Despite never having heard the saying before I totally got it. "This just isn't your cup of tea" means you suck at this. You suck like real bad at this.

Further reflection into my childhood stirs up images of amused family member's faces during trips to the amusement park as I walked off the race track feeling embarrassed and ashamed because I could not manage my way around a kid's race track despite all the other kids maneuvering these miniature race cars seemingly quite well and even enjoying it. I also recall getting really mad..like Ramona Quimby mad that adults would take amusement from my hardship.

You should know that all these memories have come rushing to the surface of my poor little head because I landed a freelance job that requires traveling and DRIVING.

I actually thought about turning it down. But that seemed silly considering we're on the road only one week out of six.

Although, I am contemplating "accidentally misplacing" my license right before the shoot...

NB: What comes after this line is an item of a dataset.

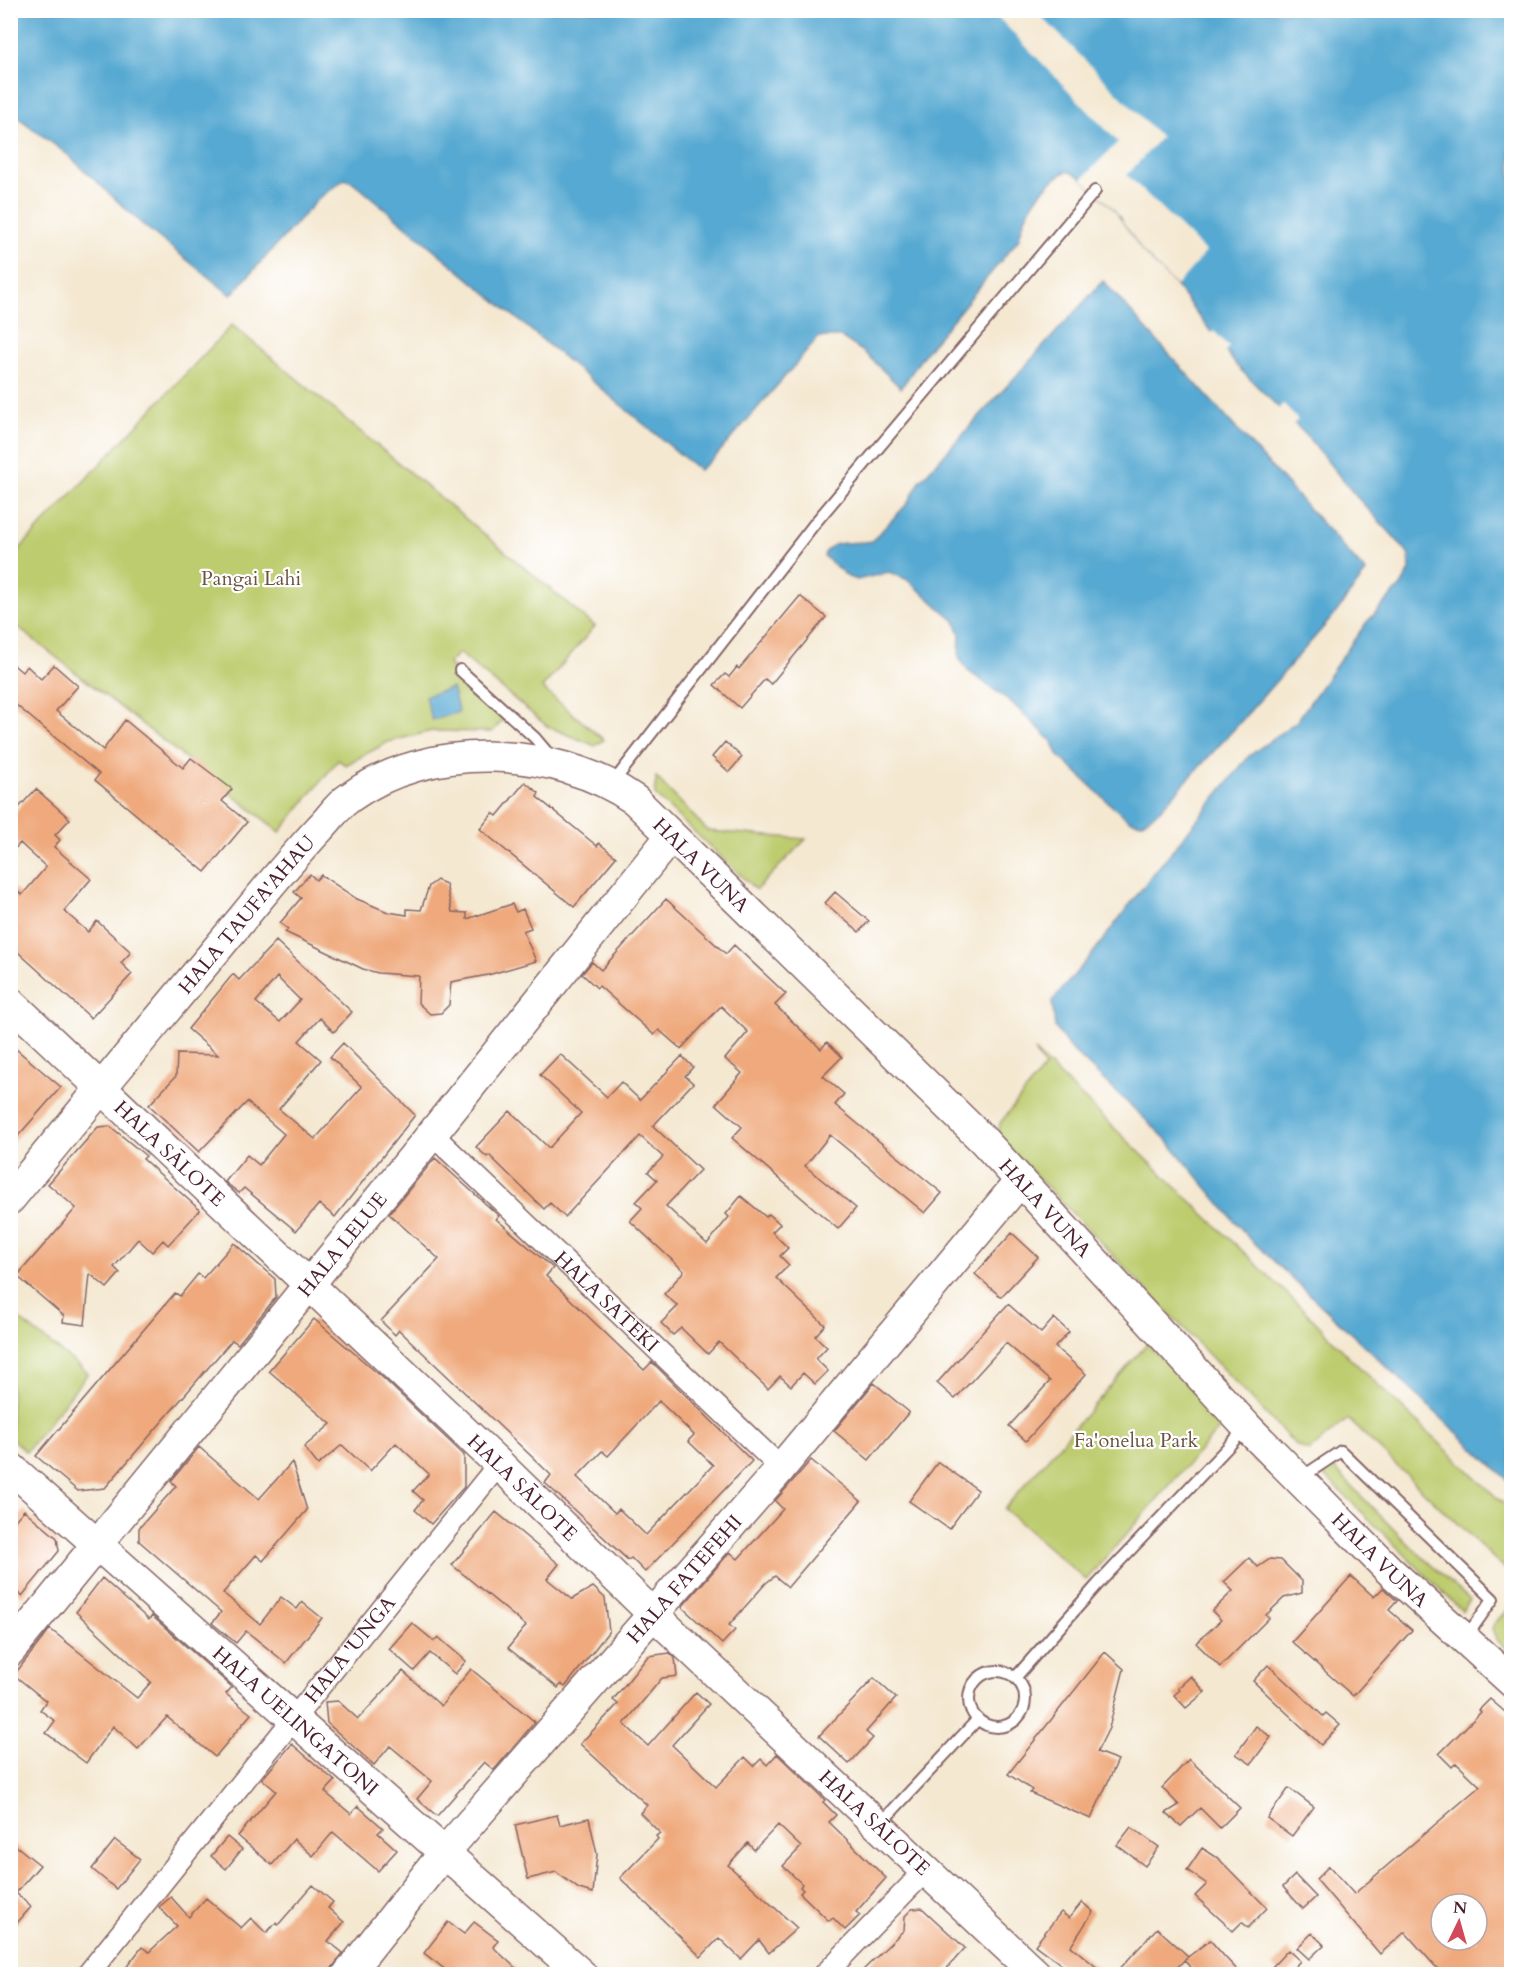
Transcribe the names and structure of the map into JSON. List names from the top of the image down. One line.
{"streets":{"main road":["HALA VUNA","HALA TAUFA'AHAU","HALA SĀLOTE","HALA LELUE","HALA FATEFEHI","HALA UELINGATONI"],"street":["HALA SATEKI","HALA 'UNGA"]},"crossings":[["HALA VUNA","HALA TAUFA'AHAU"],["HALA VUNA","HALA LELUE"],["HALA VUNA","HALA FATEFEHI"],["HALA TAUFA'AHAU","HALA SĀLOTE"],["HALA SĀLOTE","HALA LELUE"],["HALA SĀLOTE","HALA FATEFEHI"],["HALA SĀLOTE","HALA 'UNGA"],["HALA LELUE","HALA SATEKI"],["HALA LELUE","HALA UELINGATONI"],["HALA SATEKI","HALA FATEFEHI"],["HALA FATEFEHI","HALA UELINGATONI"],["HALA 'UNGA","HALA UELINGATONI"]],"parks":["Pangai Lahi","Fa'onelua Park"],"north":"top"}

Frankly I think I'm doing them a favor.

Seriously, would YOU want the grown-up version of the kid that can't get a go-kart around the kiddie track behind the wheel?

Wednesday, August 3, 2011

All the single ladies....

This is what I had for dinner last night.

Promptly followed by a peanut butter and jelly sandwich.

It's amazing how quickly I can fall back into single-girl mode when the hubs is away.

The "married me" at least attempts to make a home cooked meal most nights of the week.  But not this week...this week I am SINGLE-the old ball and chain is working out of the DC office and it just seems natural to eat Häagen-Dazs for dinner.

An hour ago, I found myself playing music videos on youtube (thanks gchat lover) and started rocking out in the apartment-like unabashedly, full throttle, working up a serious sweat kind of dancing.

It felt glorious and I can't remember when was the last time I've "danced like no one's watching."

There was a little air guitar involved, jumping up and down like a drunk 18-year old at a rock concert, followed by some Zumba inspired moves because I too, can be a hot Latin dancer.  (If only in the privacy of my living room.)

And yes, this all went down with a deep-cleansing mask on my face.

Dear hubby,  I miss you dearly but being able to watch " "Teen Mom" without your judging
eyes-PRICELESS.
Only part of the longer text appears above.